Below are some entries. Copy each line that holds the string "setLineDash".
#### DATA
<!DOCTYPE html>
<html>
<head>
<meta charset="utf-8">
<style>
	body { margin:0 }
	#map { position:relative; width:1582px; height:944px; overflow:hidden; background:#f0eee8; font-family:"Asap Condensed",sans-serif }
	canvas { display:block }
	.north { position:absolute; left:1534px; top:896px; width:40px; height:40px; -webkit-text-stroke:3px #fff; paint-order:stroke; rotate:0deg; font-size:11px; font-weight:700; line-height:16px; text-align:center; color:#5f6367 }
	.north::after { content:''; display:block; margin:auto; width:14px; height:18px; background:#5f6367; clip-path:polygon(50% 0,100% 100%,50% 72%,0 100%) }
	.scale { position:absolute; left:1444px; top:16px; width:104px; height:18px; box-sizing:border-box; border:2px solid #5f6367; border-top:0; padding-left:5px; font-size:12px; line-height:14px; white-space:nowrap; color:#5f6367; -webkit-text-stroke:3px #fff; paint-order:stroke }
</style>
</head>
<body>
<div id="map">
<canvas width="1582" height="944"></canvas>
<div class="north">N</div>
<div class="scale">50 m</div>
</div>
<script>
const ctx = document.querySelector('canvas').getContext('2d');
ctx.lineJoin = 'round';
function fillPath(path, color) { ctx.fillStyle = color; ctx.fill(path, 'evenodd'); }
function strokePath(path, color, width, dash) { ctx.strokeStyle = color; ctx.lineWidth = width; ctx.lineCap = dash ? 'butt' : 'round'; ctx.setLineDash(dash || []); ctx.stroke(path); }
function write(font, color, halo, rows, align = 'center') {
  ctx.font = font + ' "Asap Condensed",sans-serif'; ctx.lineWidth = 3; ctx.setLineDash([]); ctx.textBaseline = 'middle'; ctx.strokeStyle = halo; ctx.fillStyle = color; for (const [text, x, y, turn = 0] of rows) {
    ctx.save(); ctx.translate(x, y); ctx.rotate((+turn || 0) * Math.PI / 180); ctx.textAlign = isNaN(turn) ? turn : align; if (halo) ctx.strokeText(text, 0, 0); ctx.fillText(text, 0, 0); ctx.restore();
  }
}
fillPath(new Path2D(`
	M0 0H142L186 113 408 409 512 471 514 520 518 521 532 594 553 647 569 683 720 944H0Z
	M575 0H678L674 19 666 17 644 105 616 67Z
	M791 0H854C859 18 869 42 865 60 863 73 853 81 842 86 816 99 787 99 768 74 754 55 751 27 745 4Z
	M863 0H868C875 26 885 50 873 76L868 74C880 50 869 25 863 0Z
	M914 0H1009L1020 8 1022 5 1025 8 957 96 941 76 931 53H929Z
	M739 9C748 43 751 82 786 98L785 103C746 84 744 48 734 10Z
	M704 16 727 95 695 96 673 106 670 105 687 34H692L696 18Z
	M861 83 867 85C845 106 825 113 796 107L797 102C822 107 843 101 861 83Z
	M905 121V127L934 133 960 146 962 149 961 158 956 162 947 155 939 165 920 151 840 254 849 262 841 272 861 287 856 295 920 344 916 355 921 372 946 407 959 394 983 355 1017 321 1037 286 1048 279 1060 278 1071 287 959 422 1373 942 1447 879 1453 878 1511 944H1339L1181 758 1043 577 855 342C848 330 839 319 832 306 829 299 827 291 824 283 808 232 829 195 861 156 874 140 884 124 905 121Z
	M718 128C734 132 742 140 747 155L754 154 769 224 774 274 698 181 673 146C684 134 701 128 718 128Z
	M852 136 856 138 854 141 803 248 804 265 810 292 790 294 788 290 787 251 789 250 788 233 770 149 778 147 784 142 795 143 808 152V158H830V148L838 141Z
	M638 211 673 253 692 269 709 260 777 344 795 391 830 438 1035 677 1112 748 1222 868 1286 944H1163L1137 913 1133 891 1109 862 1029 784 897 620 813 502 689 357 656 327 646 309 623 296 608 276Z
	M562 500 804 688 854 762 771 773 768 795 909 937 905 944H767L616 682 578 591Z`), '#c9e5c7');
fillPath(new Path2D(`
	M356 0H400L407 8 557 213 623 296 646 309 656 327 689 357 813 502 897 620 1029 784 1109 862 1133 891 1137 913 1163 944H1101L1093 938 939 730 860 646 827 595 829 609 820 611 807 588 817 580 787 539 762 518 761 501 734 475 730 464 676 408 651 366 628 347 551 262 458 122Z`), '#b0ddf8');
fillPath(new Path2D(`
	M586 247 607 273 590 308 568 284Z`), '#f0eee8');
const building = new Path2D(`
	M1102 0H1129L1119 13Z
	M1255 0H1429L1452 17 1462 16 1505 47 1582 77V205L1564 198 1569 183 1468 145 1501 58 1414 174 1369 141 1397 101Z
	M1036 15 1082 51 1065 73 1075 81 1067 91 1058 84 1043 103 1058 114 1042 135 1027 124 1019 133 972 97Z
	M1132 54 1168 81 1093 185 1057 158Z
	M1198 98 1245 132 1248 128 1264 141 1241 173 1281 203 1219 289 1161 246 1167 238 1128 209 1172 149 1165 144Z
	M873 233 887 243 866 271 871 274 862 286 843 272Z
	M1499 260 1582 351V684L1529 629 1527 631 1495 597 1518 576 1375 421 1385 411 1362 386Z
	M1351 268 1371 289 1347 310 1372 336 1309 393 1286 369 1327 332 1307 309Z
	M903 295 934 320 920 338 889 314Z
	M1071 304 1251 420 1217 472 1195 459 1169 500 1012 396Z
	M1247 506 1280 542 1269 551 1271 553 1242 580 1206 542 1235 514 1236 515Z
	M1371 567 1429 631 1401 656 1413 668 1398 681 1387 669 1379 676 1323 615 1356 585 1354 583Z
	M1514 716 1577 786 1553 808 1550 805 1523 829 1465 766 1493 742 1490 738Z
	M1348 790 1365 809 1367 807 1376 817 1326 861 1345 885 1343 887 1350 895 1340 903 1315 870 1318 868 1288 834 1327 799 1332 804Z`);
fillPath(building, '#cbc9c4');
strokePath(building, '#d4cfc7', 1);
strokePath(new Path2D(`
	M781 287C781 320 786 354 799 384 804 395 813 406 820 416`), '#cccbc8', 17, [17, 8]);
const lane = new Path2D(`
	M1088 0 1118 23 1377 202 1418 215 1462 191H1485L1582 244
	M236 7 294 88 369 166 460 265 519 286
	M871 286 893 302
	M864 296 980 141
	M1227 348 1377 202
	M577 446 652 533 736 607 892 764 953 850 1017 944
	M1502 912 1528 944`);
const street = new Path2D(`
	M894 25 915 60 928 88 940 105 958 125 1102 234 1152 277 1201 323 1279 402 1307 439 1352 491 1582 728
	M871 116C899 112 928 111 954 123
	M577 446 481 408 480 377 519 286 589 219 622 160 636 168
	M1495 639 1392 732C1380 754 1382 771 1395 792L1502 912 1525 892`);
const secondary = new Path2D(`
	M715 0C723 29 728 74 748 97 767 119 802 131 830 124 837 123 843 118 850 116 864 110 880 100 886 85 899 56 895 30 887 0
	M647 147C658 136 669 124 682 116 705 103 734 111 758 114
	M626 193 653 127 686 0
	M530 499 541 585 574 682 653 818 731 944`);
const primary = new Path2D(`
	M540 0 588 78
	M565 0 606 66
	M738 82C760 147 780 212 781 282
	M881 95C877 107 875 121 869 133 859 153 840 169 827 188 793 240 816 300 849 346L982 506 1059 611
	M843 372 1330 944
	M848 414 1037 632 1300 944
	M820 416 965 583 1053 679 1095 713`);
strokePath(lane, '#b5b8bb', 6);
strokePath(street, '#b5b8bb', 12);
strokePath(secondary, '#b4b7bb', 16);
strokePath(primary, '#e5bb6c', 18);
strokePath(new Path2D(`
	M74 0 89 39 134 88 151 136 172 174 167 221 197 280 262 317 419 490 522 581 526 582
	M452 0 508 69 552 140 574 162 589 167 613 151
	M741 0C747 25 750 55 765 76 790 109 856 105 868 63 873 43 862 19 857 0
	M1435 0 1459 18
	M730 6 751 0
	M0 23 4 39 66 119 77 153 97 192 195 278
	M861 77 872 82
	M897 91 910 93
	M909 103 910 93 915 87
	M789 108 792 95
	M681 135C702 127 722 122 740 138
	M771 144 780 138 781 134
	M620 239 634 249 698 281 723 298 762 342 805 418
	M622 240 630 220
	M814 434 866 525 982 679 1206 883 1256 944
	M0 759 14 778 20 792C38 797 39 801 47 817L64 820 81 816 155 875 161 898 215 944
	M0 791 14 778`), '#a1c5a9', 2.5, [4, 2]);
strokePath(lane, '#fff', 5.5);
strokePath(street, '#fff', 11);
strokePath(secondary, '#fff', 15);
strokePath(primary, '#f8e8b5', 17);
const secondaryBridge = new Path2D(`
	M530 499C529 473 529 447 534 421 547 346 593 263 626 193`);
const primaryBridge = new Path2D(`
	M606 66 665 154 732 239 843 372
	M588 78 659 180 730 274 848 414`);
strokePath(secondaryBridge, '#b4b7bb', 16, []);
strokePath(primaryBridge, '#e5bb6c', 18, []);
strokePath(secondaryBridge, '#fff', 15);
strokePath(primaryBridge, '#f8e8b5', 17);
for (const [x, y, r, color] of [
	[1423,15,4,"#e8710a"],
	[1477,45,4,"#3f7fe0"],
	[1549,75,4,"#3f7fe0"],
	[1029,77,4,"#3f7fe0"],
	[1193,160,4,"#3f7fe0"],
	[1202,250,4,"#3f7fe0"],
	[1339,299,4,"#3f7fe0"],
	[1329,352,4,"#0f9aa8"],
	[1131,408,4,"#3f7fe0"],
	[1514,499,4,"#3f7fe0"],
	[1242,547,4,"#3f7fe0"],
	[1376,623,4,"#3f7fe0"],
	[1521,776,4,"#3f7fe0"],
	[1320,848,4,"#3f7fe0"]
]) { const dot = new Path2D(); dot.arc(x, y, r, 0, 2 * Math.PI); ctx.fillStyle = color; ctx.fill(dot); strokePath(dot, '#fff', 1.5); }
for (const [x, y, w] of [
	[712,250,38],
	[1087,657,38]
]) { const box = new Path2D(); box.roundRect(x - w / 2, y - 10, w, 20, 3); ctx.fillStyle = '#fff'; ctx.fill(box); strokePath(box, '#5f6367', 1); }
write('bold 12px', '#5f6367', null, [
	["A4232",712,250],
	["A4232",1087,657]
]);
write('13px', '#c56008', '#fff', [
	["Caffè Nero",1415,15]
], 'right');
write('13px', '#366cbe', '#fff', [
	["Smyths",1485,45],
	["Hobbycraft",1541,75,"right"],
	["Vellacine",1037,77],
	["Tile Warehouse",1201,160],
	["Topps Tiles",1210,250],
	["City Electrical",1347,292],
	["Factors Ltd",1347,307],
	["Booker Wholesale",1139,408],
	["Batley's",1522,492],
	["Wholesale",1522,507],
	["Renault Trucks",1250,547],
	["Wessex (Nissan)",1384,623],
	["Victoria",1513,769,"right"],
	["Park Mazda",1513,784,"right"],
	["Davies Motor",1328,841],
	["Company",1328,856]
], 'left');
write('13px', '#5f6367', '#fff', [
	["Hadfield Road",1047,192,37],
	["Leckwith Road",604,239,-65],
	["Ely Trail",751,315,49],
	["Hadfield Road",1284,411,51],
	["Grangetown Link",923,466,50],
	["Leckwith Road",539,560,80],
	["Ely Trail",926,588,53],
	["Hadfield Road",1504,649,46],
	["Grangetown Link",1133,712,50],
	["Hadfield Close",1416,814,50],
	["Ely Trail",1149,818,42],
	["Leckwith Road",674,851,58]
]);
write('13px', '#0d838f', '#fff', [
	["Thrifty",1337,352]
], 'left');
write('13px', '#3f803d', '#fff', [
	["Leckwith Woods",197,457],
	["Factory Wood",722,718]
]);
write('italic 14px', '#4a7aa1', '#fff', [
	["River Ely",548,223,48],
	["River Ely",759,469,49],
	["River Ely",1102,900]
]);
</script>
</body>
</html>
########
**TASK ANSWER**
function strokePath(path, color, width, dash) { ctx.strokeStyle = color; ctx.lineWidth = width; ctx.lineCap = dash ? 'butt' : 'round'; ctx.setLineDash(dash || []); ctx.stroke(path); }
  ctx.font = font + ' "Asap Condensed",sans-serif'; ctx.lineWidth = 3; ctx.setLineDash([]); ctx.textBaseline = 'middle'; ctx.strokeStyle = halo; ctx.fillStyle = color; for (const [text, x, y, turn = 0] of rows) {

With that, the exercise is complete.